There’s something very different about this process loop: the primary measure of progress during discovery isn’t delivery velocity, it’s learning velocity. And sadly, we can’t measure it in features or stories completed. And, even worse, we can’t plan two weeks of it in detail because what we learn today can and should change what we do tomorrow.

He goes on to describe a Nordstrom process:

Notice the Nordstrom Lab still uses time-boxes, 1 week in this case. But, they didn’t start the time-box by predicting how much they’d deliver, but with learning goals in mind. Then they iterated around the build-measure-learn loop as fast as they could.

The post is hard to quote from, so really, just go ahead and read it. It’s a very interesting approach to making discovery part of a regular Agile process.
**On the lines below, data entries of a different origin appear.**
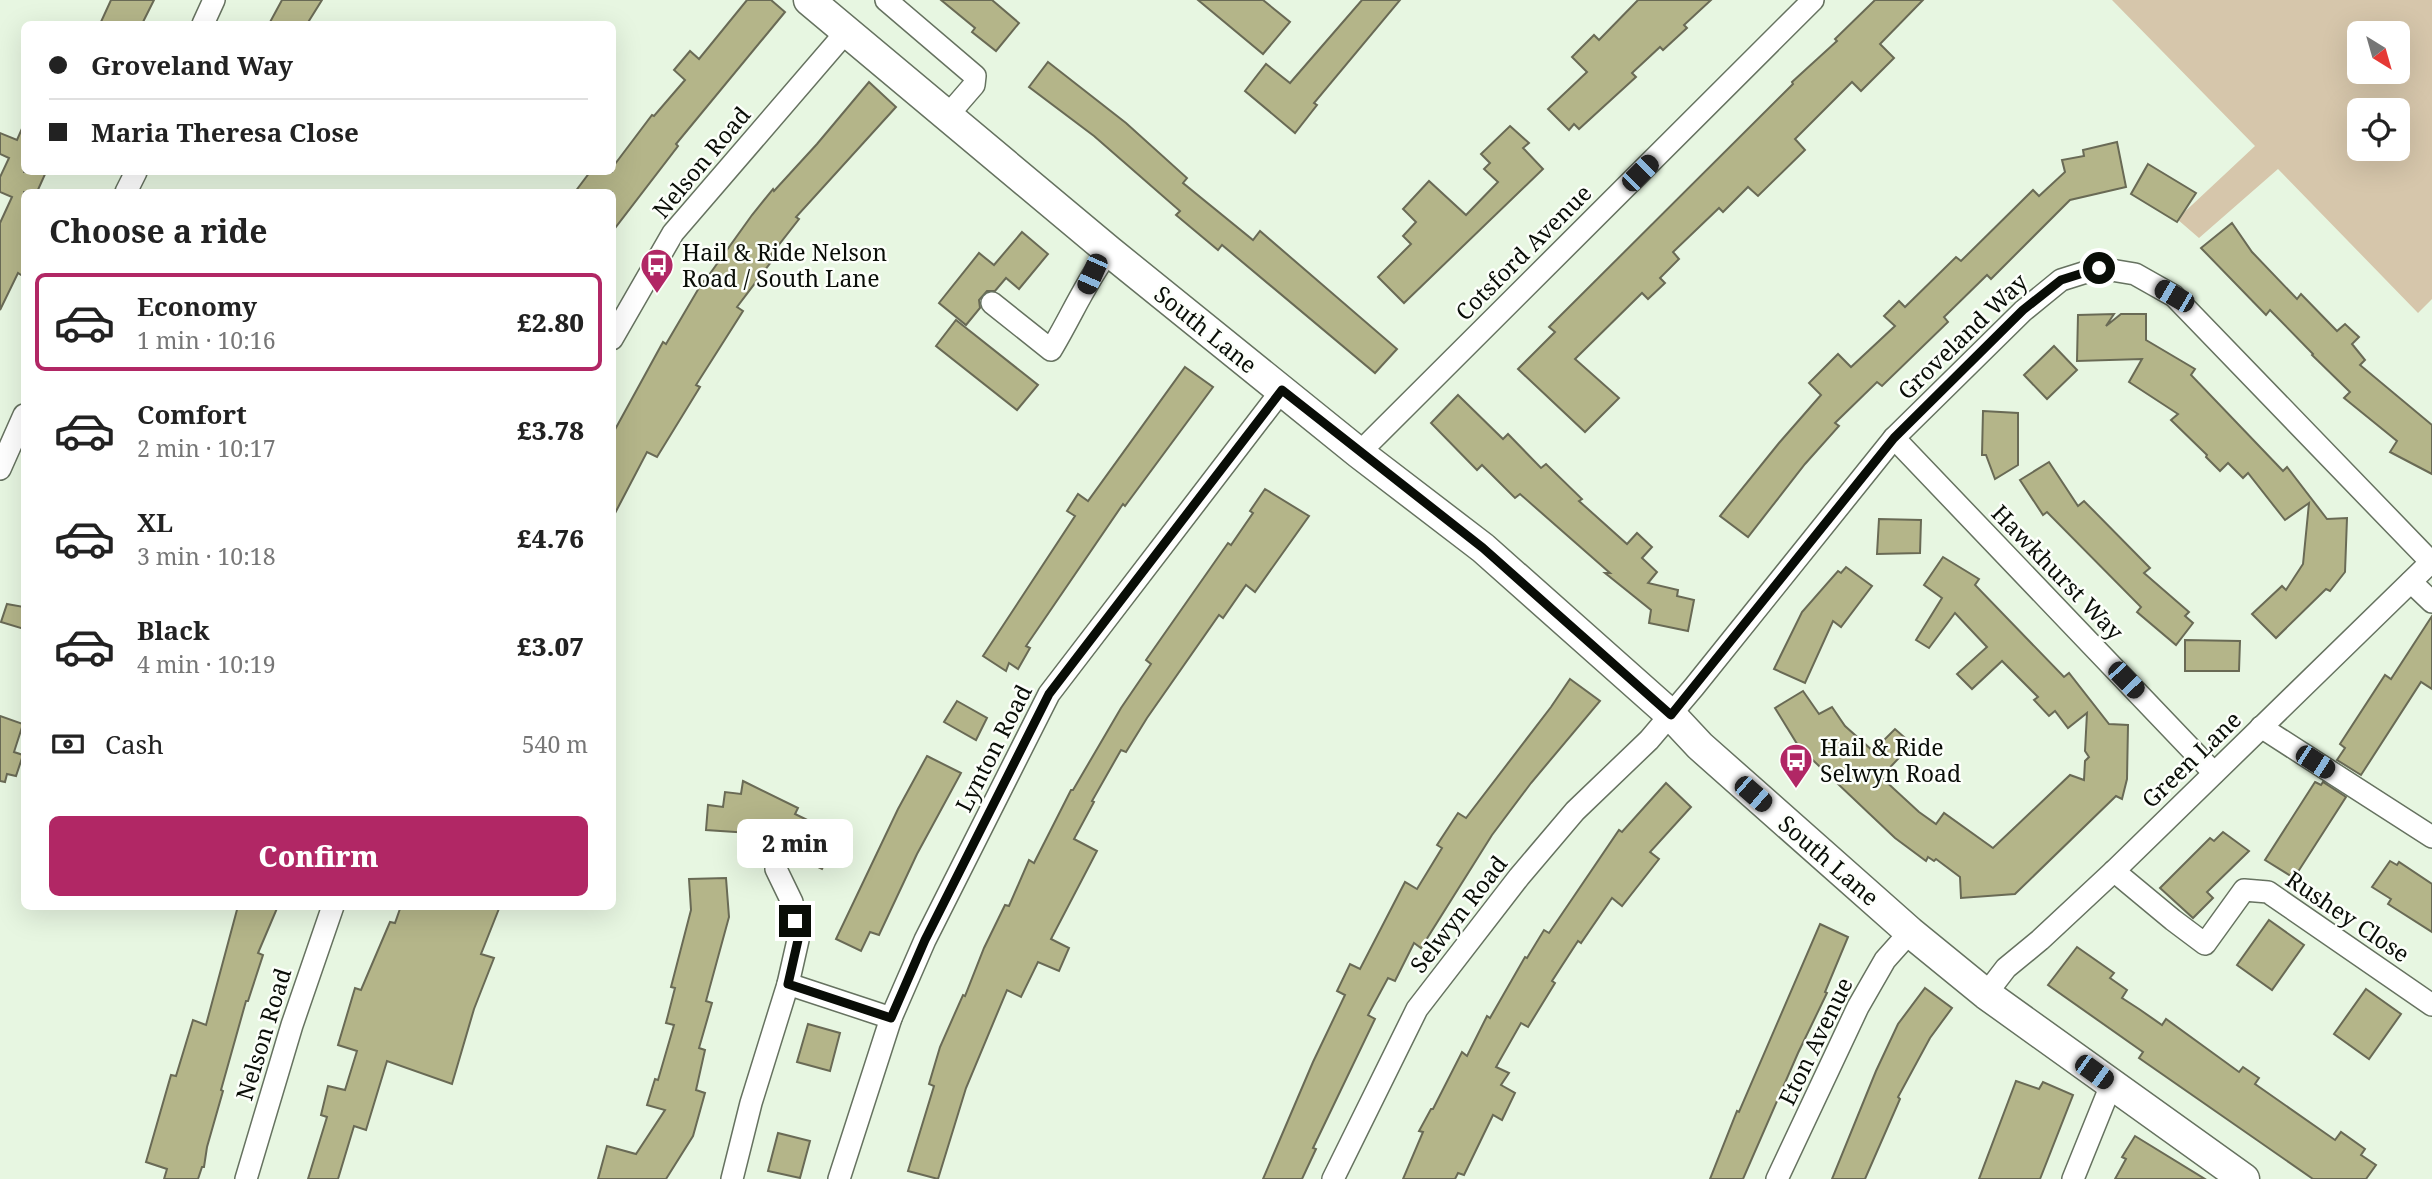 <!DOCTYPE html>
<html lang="en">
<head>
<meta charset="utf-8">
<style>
	body { margin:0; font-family:"Noto Serif",serif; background:#f2f2f2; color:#222; height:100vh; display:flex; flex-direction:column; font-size:26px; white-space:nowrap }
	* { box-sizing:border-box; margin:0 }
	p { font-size:23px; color:#767676 }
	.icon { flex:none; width:38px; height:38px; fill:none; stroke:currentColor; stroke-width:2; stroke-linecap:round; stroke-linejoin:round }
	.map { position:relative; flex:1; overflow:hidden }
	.sheet { position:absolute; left:21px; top:189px; width:595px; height:721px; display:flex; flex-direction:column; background:#fff; border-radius:10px; box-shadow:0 7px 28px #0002 }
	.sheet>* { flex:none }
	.banner { position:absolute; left:21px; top:21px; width:595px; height:154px; border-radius:10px; box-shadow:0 7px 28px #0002; display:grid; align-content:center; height:154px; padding:0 28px; background:#fff }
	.needle { width:46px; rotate:143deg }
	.controls { position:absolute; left:2347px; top:21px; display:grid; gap:14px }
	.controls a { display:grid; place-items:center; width:63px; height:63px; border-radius:10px; background:#fff; box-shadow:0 7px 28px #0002; font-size:35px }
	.end { position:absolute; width:32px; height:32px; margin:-16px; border:9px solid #090d07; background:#fff; box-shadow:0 0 0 4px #fff }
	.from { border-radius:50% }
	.bubble { position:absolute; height:49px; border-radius:10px; background:#fff; box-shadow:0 7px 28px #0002; font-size:23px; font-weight:800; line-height:49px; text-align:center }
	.car { position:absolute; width:21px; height:42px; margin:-21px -10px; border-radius:9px; box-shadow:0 0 5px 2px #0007; background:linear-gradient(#222 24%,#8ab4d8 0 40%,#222 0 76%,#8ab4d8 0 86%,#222 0) }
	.banner b { display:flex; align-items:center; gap:24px; height:66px; font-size:26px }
	.banner b+b { border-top:2px solid #e0e0e0 }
	.banner i { width:18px; height:18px; background:#222 }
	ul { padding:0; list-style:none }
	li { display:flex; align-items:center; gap:21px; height:98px; margin:0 14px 10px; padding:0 14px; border:4px solid transparent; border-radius:10px }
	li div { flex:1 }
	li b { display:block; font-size:26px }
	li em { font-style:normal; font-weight:800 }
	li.active { border-color:#b12765 }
	li>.icon { width:63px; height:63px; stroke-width:1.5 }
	h2 { padding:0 28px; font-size:32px; line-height:84px }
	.pay { display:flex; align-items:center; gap:18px; height:77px; padding:0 28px; font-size:26px }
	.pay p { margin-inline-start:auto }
	.action { display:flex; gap:14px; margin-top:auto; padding:14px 28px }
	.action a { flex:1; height:80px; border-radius:10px; background:#b12765; color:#fff; font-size:28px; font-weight:800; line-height:80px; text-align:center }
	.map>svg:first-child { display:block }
</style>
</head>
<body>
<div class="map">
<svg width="2432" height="1179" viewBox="0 0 2432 1179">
	<rect width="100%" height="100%" fill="#e7f6e1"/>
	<path fill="#d6c6ab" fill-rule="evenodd" d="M2112,0h320v299l-14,14 -140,-144 -79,69 -22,-19 78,-73zM2359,33h39v39h-39zM2359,110h39v39h-39z"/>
	<g fill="#b4b589" stroke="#696a55" stroke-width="2">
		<path d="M111,0h43l-12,24h-42z"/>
		<path d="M282,0h40l-15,24h-38z"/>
		<path d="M747,0h24l14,12 -109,132 2,2 -66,86v-40h-37l15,-20h22v-4l40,-53 2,1 31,-36 -11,-10 16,-19 9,8z"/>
		<path d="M941,0h51l27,23 -23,28 -24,-19 3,-4z"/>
		<path d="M1198,0h65l27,22 -27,32z"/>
		<path d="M1362,0h38l-86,103 3,2 -22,28 -50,-42 21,-27 24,19z"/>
		<path d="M1638,0h73l-27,25 3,3 -24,22 -3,-3 -28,26 4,4 -57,52 -5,-5 -5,6 -21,-21 39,-37 -15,-15 22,-22 5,5z"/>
		<path d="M1875,0h48l-43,44 14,14 -33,33 -9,-9 -57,57 10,11 -47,46 -10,-9 -25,25 -4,-4 -46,44 6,7 -19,19 5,5 -17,16 -6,-6 -67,66 44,39 -34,34 -67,-63 37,-37 -6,-5 244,-243 -1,-2 45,-41 -2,-2z"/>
		<path d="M1048,62l78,61 61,55 -4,5 70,57 7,-9 137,118 -22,24 -153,-128 -4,5 -42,-35 4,-4 -86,-75 -65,-49z"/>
		<path d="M869,82l27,25 -100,110 3,2 -28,36 3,3 -37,49 6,4 -47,74 4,2 -43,70 -10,-5 -35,67v-84l51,-93 3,2 37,-63 1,1 48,-67 21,-26 1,2 43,-47z"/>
		<path d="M24,124v48h22l-9,20h-13v85l-6,-4 -18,37v-87l12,-26 -12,-5v-15l9,-19 -9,-4v-21l17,7z"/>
		<path d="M1510,126l19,17 -6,5 20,21 -139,134 -26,-26 33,-33 -8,-8 13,-14 -13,-13 26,-28 37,34 32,-33 -14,-13 6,-6 -9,-9z"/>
		<path d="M2117,142l9,45 -56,13 -79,79 -4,-4 -43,42 4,5 -66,64 -5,-4 -42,41 4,3 -34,38 -57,73 -28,-21 59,-73 42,-48 -12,-12 29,-29 13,13 44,-41 -11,-10 15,-15 6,6 51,-50 5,4 72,-71 6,6 26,-24 -3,-12 22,-4 -1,-6z"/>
		<path d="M2148,164l48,29 -19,29 -46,-28z"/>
		<path d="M2232,223l20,29 45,47 4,-5 36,37 8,-7 14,13 -7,7 13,16 -5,5 72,60v49l-42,-22 7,-11 -53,-43 6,-6 -38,-37 1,-1 -43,-44 -4,5 -65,-67z"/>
		<path d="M1022,232l26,22 -29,35 -13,-11 -11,13h-8l-8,9 1,8 -14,17 -27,-22 40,-50 15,12z"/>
		<path d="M2114,314l-8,12 15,-12h25v26l49,29 -4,6 92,96 4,-4 40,52 20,-1 -2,54 -15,19 -4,-2 -50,49 -24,-24 30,-28 4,4 17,-26 6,-61 -24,17 -37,-47 -5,5 -15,-15 -8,8 -14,-14 1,-2 -36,-35 7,-6 -49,-32 13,-23 -65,2 1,-46z"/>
		<path d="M956,320l82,65 -21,25 -81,-64z"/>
		<path d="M2054,346l23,24 -30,29 -23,-24z"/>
		<path d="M1185,367l28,20 -88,119 -2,-2 -97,142 4,2 -12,21 -9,-6 -3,8 -23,-15 92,-140 -8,-5 11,-17 10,7z"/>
		<path d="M1458,395l45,44 5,-5 33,34 5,-4 36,35 -3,2 48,43 10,-11 15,14 -10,11 15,14 -9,11 30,7 -1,6 17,4 -6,31 -39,-8 2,-13 -46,-37h5l-90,-79 -5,4 -33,-33 -5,5 -46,-47z"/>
		<path d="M1983,411l35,2v52l-23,14 -9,-24h-4z"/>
		<path d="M2049,462l29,44 6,-5 66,67 -6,5 45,39 -4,4 8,7 -17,22 -39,-33 4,-5 -94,-95 -4,3 -23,-35z"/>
		<path d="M1265,489l44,27 -54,76 -9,-7 -23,33 -4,-3 -72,103 -21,34 -5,-2 -29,51 2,1 -20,37 23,12 -46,88 18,9 -10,23 -21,-9 -17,35 -14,-7 -41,98 -28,91 -30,-8 26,-85 -5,-2 11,-37 23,-52 2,1 19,-48 21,-43 4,1 20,-46 5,3 37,-73h2l48,-82 30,-44 -5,-4 82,-117 3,2 22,-32 -3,-2z"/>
		<path d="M1879,519l42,1 -1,33 -43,1z"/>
		<path d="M1943,557l36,22 -4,6 89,92 5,-4 40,51 19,1 -1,54 -5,20 -6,-3 -101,98 -54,4 -1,-21 -24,-18 -2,2 -6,-4 -2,4 -31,-23 -96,-91 -24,-39 28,-17 16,23 13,-7 13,19 28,25 22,-22 17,15 -31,33 38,35 17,12 8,-11 49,35 77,-73 14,5 1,-19 4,-4 -4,-6 2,-38 -19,15 -13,-17 -6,5 -15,-16 4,-3 -36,-36 -30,28 -15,-15 30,-27 -32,-34 -26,35 -13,-8 26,-42 -18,-13z"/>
		<path d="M1846,567l26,19 -31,41 -8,-6 -28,62 -31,-14 28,-57 36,-41 3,2z"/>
		<path d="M7,604l17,3v22l-23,-7z"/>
		<path d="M2432,616v73l-11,-7 -60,93 -24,-15 8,-12 -5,-4 45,-69 6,4z"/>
		<path d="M2185,640l55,1 -1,30h-54z"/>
		<path d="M1570,679l30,22 -69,82 -39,52 -71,113 -7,-5 -19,38 -7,-3 -20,37 7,4 -62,129 3,1 -14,30h-39l50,-117 32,-67 -8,-4 13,-27 10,5 45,-87 12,7 25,-41 -5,-3 21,-32 8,5 85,-111z"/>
		<path d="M957,701l30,17 -11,22 -32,-18z"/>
		<path d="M0,716l23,8 -9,28 9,3 -7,21 -9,-2 -2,8 -5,-1z"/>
		<path d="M927,756l34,17 -44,81 -38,81 -9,-3 -9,19 -25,-12 62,-130z"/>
		<path d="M743,781l55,27 -3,6 43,21 -16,34 -27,-13 4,-11 -47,-21 -2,9 -44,-3 2,-25 15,2 2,-15 16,2z"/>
		<path d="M2315,782l6,3 2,-3 23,15 -52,81 -29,-18z"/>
		<path d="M1666,783l25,24 -41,45 9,7 -37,47 -10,-8 -31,45 -3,-2 -26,40 3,2 -27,44 -7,-4 -25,44 13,6 -8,12 14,8 -13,27 -9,-5 -29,60 -6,-2 -3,6h-52l20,-47 -4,-1 12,-22h2l29,-57 5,4 20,-40 3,2 35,-61 2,1 17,-28 5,3 70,-103 3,2z"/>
		<path d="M2223,832l26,19 -42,41 6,6 -20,20 -33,-30 50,-50 4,3z"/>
		<path d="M2390,861l7,4 2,-3 33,22v48l-44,-28 3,-5 -19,-12z"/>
		<path d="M726,878l3,39 -23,84 6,2 -13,45 6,2 -9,40 9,3 -12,43 -27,43h-68l9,-33 29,8 29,-44 -18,-5 8,-26 3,1 16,-55 -8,-2 9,-35 -4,-1 20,-77 -2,-31z"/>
		<path d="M238,906h40l-20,47 5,2 -15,46h-2l-25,89 2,1 -16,56 -3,20h-2l-4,12h-34l3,-10 -21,-7 25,-87 5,1 17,-56 13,5z"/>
		<path d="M401,906h99l-19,48 13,4 -20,51 -22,75 -65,-23 -21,69 -12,-4 -16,53h-30l19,-62 -6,-2 7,-29 17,4 12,-39 -19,-6 17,-57 6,2 29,-68 5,1z"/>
		<path d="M2269,920l35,25 -32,45 -35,-25z"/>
		<path d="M1820,924l28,13 -23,55 2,1 -29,60 -55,126h-33l27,-68 2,1z"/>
		<path d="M2077,947l37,26 -4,5 17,12 -5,8 17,11 23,16 4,-6 73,53 4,-5 16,11 -4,6 80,56 6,-8 24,17 -4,6 15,10 -10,14h-53l-174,-121 4,-6 -95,-67z"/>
		<path d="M1925,988l27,20 -22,30 -32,59 2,2 -35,80h-33l44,-108 22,-47z"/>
		<path d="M2366,989l35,25 -32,45 -35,-25z"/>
		<path d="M808,1024l32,9 -10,38 -33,-9z"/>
		<path d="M2016,1081l23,8 4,-7 30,13 -33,84h-61z"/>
		<path d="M778,1133l32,8 -10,37 -32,-7z"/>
		<path d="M2135,1136l70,43h-90l11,-20 -4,-2z"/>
	</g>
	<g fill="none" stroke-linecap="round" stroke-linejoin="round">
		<defs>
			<g id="street">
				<path d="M886,0l89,76 -1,9 -26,30"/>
				<path d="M203,24l11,-24"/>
				<path d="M126,192l10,-20"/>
				<path d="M992,303l59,47c20,-33 35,-69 58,-99"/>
				<path d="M612,339l61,-106 173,-201"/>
				<path d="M1894,438l320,335"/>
				<path d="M1359,453l454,-453"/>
				<path d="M0,469l24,-54"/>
				<path d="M2411,582l21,20"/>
				<path d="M2261,727l171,110"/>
				<path d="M2114,871l59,49 32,24 39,-54 24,2 164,113"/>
				<path d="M788,984l103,34"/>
				<path d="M1986,994l20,-26 34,-28 74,-69 318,-310"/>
				<path d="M246,1179l46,-154 41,-119"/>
				<path d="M732,1179l19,-76 37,-119 10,-44 -6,-38 -16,-33"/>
				<path d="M839,1179l52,-161 34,-78 124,-246 233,-304"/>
				<path d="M1333,1179l84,-170 102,-132 56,-66 74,-71 45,-53 200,-249 129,-127 38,-31 38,-12 36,6 39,22 257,266"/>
				<path d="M1777,1179l81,-172 27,-47 25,-28"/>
				<path d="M2073,1179l38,-94"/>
			</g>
			<path id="secondary" d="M809,0l300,251 250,202 124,95 188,167 29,31 210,186 76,62 258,185"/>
		</defs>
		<use href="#street" stroke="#667260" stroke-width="24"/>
		<use href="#secondary" stroke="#667260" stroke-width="33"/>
		<use href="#street" stroke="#fff" stroke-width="21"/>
		<use href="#secondary" stroke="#fff" stroke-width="30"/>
	</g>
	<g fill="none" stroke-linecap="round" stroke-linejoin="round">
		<path stroke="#090d07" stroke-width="9" d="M795,921l3,19 -10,44 103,34 34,-78 124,-246 233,-304 201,158 188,167 223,-277 129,-128 38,-30 38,-12"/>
	</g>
	<defs>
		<symbol id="bus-pin" viewBox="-11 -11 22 30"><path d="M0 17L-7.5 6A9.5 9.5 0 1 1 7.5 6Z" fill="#b12765" stroke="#fcfffa"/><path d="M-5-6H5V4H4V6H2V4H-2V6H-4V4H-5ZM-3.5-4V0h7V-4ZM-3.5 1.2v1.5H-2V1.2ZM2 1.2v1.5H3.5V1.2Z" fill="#fff"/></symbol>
	</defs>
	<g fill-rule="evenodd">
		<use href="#bus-pin" x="638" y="246" width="38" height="52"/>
		<use href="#bus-pin" x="1777" y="741" width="38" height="52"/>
	</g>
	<g text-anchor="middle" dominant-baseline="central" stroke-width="5" stroke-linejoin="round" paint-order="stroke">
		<g font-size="23" fill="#090d07" stroke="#fcfffa">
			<text transform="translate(701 162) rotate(-50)">Nelson Road</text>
			<text transform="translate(1523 252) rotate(-45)">Cotsford Avenue</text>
			<text transform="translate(1206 329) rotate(39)">South Lane</text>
			<text transform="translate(1962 336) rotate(-44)">Groveland Way</text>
			<text transform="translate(2058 572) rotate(46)">Hawkhurst Way</text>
			<text transform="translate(993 748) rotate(-63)">Lynton Road</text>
			<text transform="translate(2191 759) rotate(-44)">Green Lane</text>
			<text transform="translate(1829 860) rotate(41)">South Lane</text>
			<text transform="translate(1458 914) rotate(-52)">Selwyn Road</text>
			<text transform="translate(2348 916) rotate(34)">Rushey Close</text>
			<text transform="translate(263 1034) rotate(-73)">Nelson Road</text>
			<text transform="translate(1815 1041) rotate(-64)">Eton Avenue</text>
		</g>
		<g font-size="23" fill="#090d07" stroke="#fcfffa" text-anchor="start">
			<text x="682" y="252">Hail &amp; Ride Nelson<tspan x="682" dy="26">Road / South Lane</tspan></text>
			<text x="1820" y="747">Hail &amp; Ride<tspan x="1820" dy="26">Selwyn Road</tspan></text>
		</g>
	</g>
</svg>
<div class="controls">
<a><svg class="needle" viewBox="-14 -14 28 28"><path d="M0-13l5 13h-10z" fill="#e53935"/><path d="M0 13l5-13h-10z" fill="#767676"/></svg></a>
<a><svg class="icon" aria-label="locate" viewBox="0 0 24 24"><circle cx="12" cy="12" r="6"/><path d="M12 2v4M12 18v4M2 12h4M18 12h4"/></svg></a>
</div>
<i class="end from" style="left:2099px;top:268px"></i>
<i class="end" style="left:795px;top:921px"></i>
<div class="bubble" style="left:737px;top:819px;width:116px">2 min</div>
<i class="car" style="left:1640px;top:173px;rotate:45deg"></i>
<i class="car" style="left:1092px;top:274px;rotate:204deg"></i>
<i class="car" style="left:2174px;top:296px;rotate:300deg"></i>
<i class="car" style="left:2126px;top:680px;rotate:136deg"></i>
<i class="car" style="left:2315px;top:762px;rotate:123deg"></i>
<i class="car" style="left:1753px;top:794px;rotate:131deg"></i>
<i class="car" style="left:2094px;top:1072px;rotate:126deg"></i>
<div class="banner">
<b><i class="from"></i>Groveland Way</b>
<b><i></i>Maria Theresa Close</b>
</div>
<section class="sheet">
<h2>Choose a ride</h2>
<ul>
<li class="active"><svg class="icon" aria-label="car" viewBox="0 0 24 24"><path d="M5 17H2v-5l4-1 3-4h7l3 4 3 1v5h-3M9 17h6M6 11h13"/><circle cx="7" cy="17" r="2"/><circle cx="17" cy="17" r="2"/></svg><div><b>Economy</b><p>1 min · 10:16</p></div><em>£2.80</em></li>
<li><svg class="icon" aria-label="car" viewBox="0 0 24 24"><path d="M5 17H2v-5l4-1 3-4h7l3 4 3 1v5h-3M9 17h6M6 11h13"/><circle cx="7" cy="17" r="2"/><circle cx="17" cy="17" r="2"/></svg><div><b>Comfort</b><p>2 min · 10:17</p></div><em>£3.78</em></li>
<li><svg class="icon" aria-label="car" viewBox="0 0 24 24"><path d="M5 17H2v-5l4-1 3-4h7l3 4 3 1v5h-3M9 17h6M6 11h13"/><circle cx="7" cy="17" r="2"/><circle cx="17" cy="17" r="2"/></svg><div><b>XL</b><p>3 min · 10:18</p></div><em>£4.76</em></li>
<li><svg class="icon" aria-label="car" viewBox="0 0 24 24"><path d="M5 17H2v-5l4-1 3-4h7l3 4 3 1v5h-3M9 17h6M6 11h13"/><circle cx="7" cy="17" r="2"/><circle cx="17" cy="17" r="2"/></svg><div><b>Black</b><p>4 min · 10:19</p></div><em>£3.07</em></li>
</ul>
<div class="pay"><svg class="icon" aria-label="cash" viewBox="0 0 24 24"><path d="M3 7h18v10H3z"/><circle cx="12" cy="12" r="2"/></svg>Cash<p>540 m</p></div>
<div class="action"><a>Confirm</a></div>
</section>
</div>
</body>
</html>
Split code bases and team ownership

Marty Cagan continues his excellent product autonomy series by discussing what happens when teams get large enough to split up their code bases. In Autonomy vs. Ownership he describes his preferred way of dealing with the situation where a team needs a change in a different codebase to get one of their features implemented:

The alternative model is informally known as the “open source” model although to be clear this is not about open sourcing your code, it’s just called that because this is how much of the open source community operates. In this model, if the drivers team needs a change to the riders team’s code, then they could either wait for the riders team to do it, or they can actually make the change themselves, and then request that the riders team review the change, and include it if they’re okay with it (known as a “pull request”). This means that you are telling the software management system that you’ve made a change to the software, but the owner of that software needs to review the changes before they are actually approved and incorporated.